▸ Goal of the exercise: Give the lines again, unchanged, starting with the line containing "Task: Summarize the" and ending with the last line of the data below.

Stored items:
********
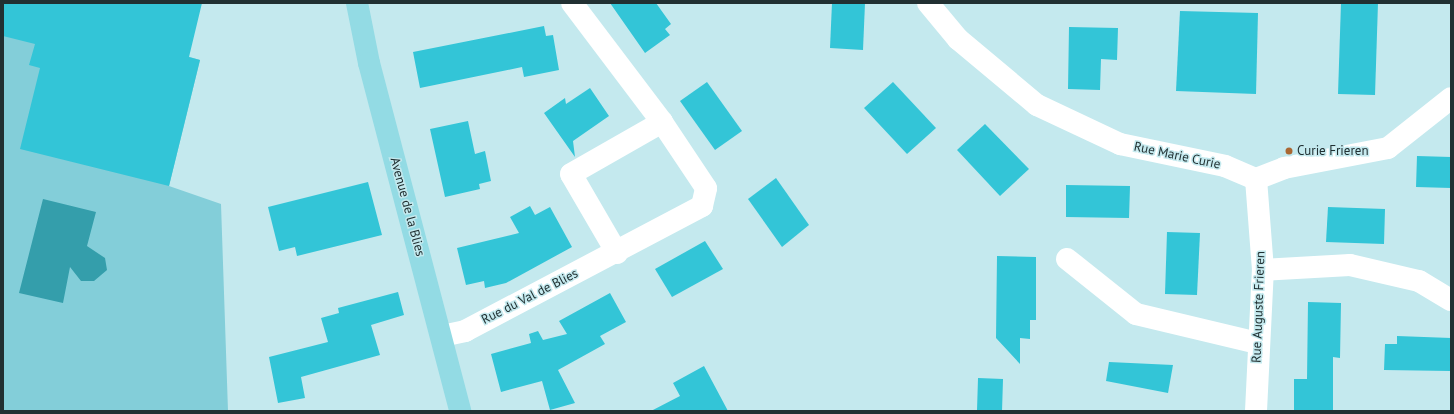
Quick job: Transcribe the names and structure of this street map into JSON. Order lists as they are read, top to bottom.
{
  "streets": {
    "main road": ["Avenue de la Blies"],
    "street": ["Rue Marie Curie", "Rue du Val de Blies", "Rue Auguste Frieren"]
  },
  "crossings": [
    ["Rue Marie Curie", "Rue Auguste Frieren"],
    ["Avenue de la Blies", "Rue du Val de Blies"]
  ],
  "places": ["Curie Frieren"]
}
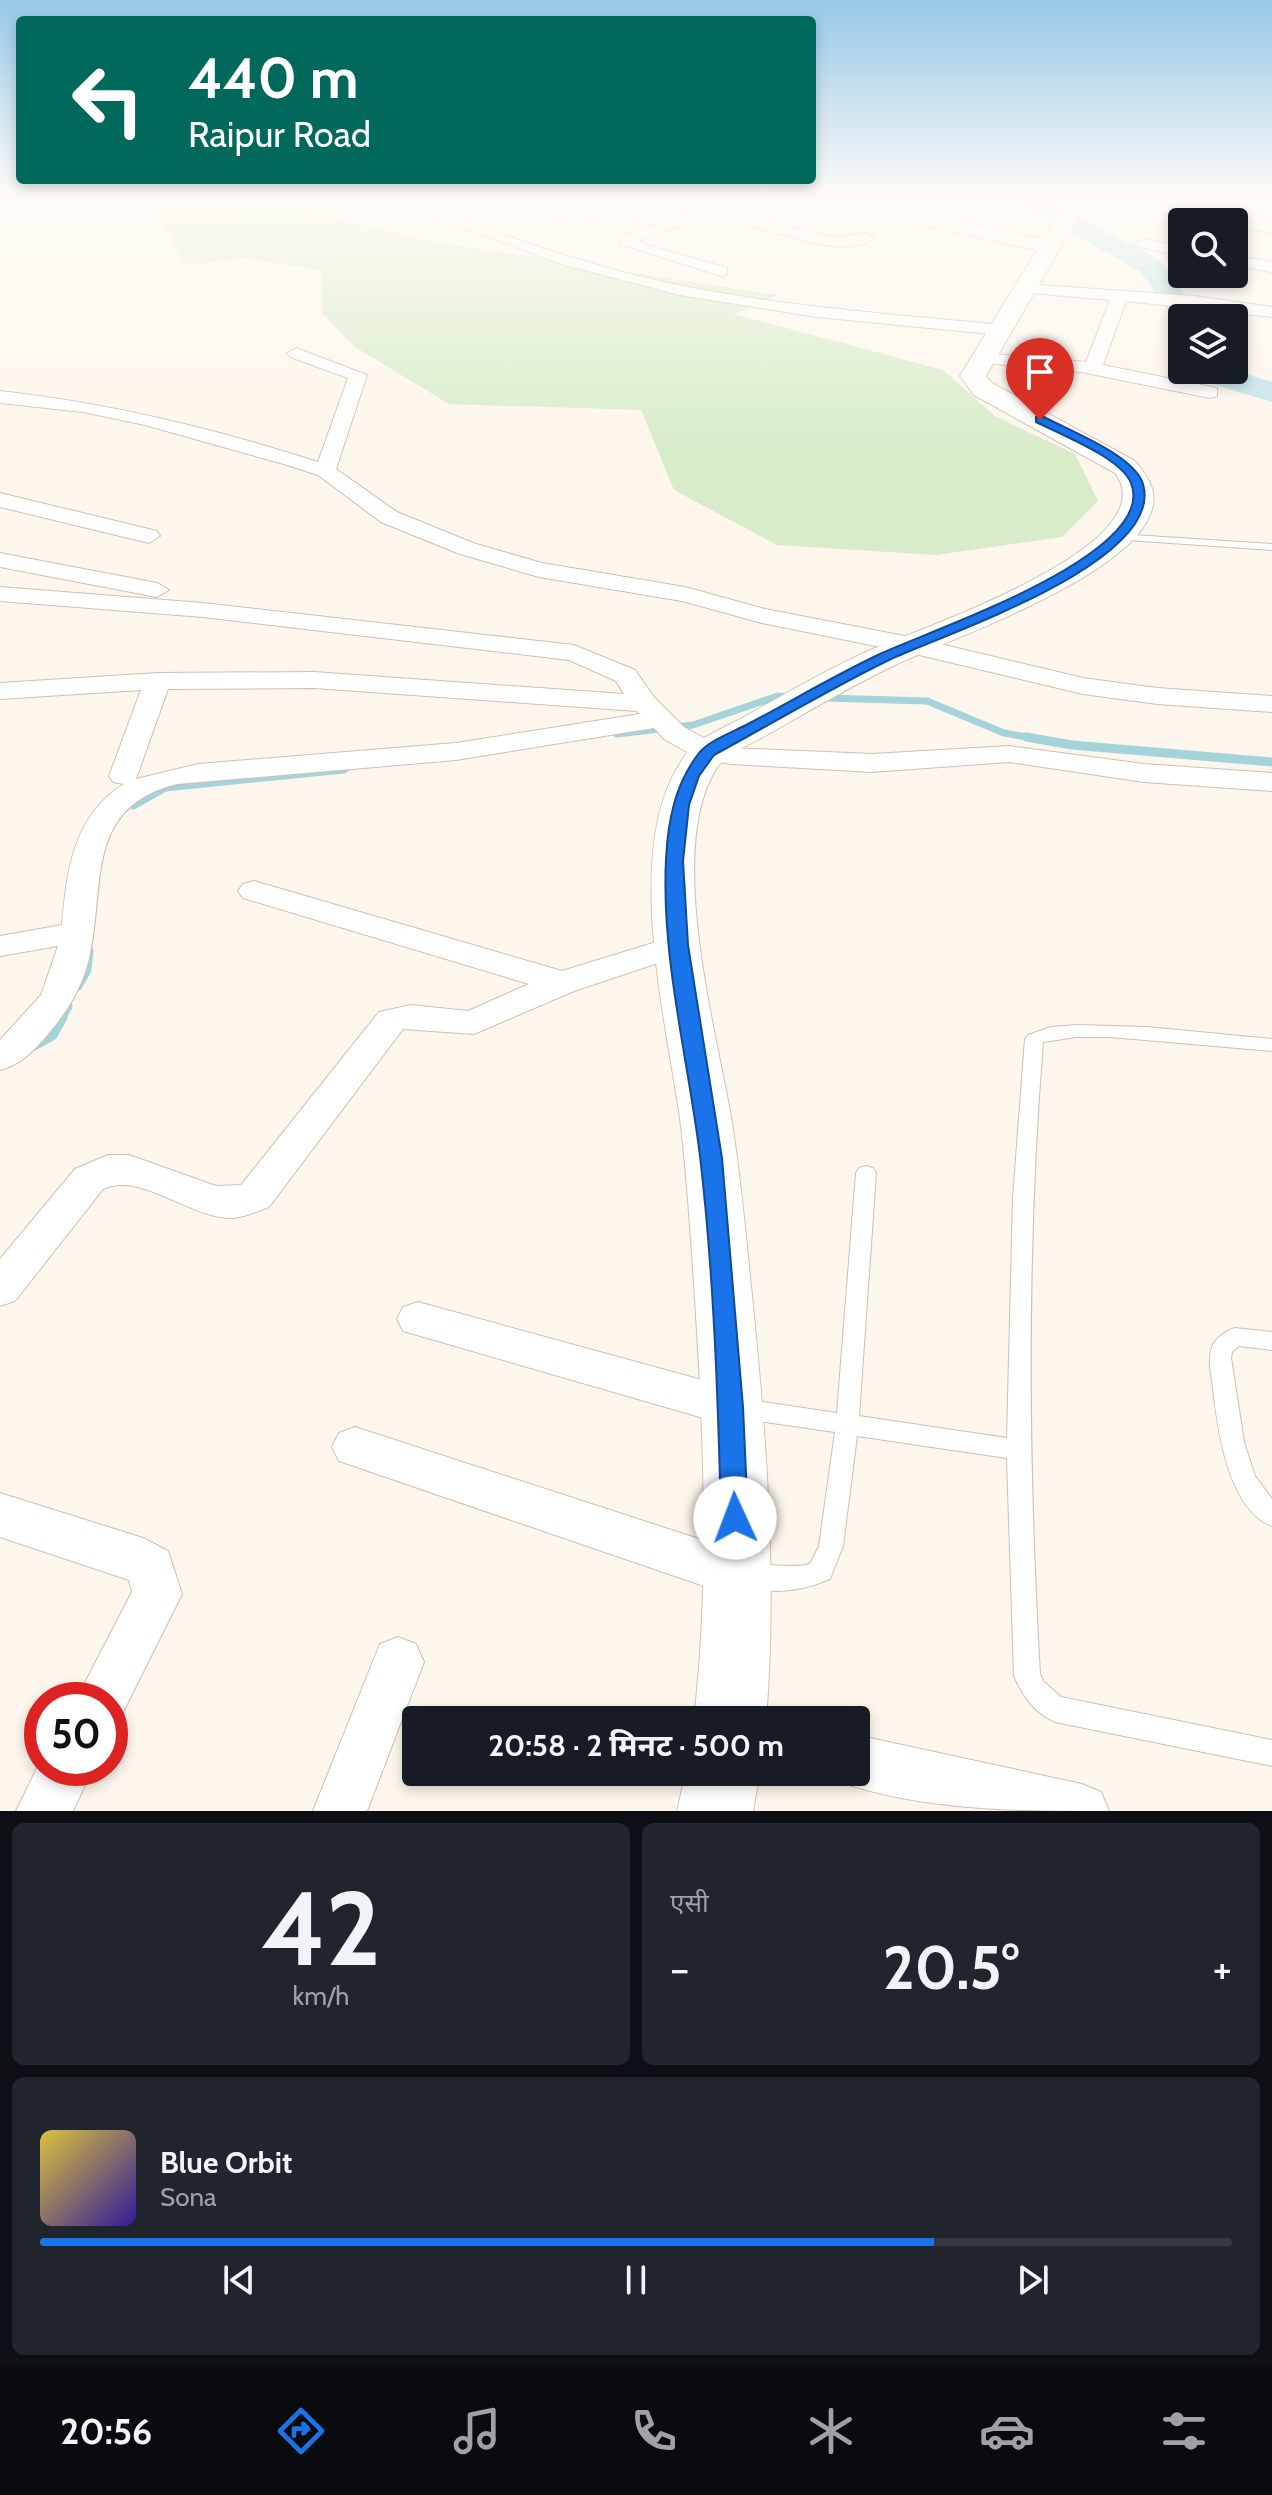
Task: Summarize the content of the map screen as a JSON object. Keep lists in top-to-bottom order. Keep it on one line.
{"page":{"turn":["440 m","Raipur Road"],"limit":"50","trip":"20:58 · 2 मिनट · 500 m","tile":[["42","km/h"],"एसी"],"heat":["−","20.5°","+"],"song":["Blue Orbit","Sona"],"tabs":"20:56"}}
********
▸ Result of this exercise:
Task: Summarize the content of the map screen as a JSON object. Keep lists in top-to-bottom order. Keep it on one line.
{"page":{"turn":["440 m","Raipur Road"],"limit":"50","trip":"20:58 · 2 मिनट · 500 m","tile":[["42","km/h"],"एसी"],"heat":["−","20.5°","+"],"song":["Blue Orbit","Sona"],"tabs":"20:56"}}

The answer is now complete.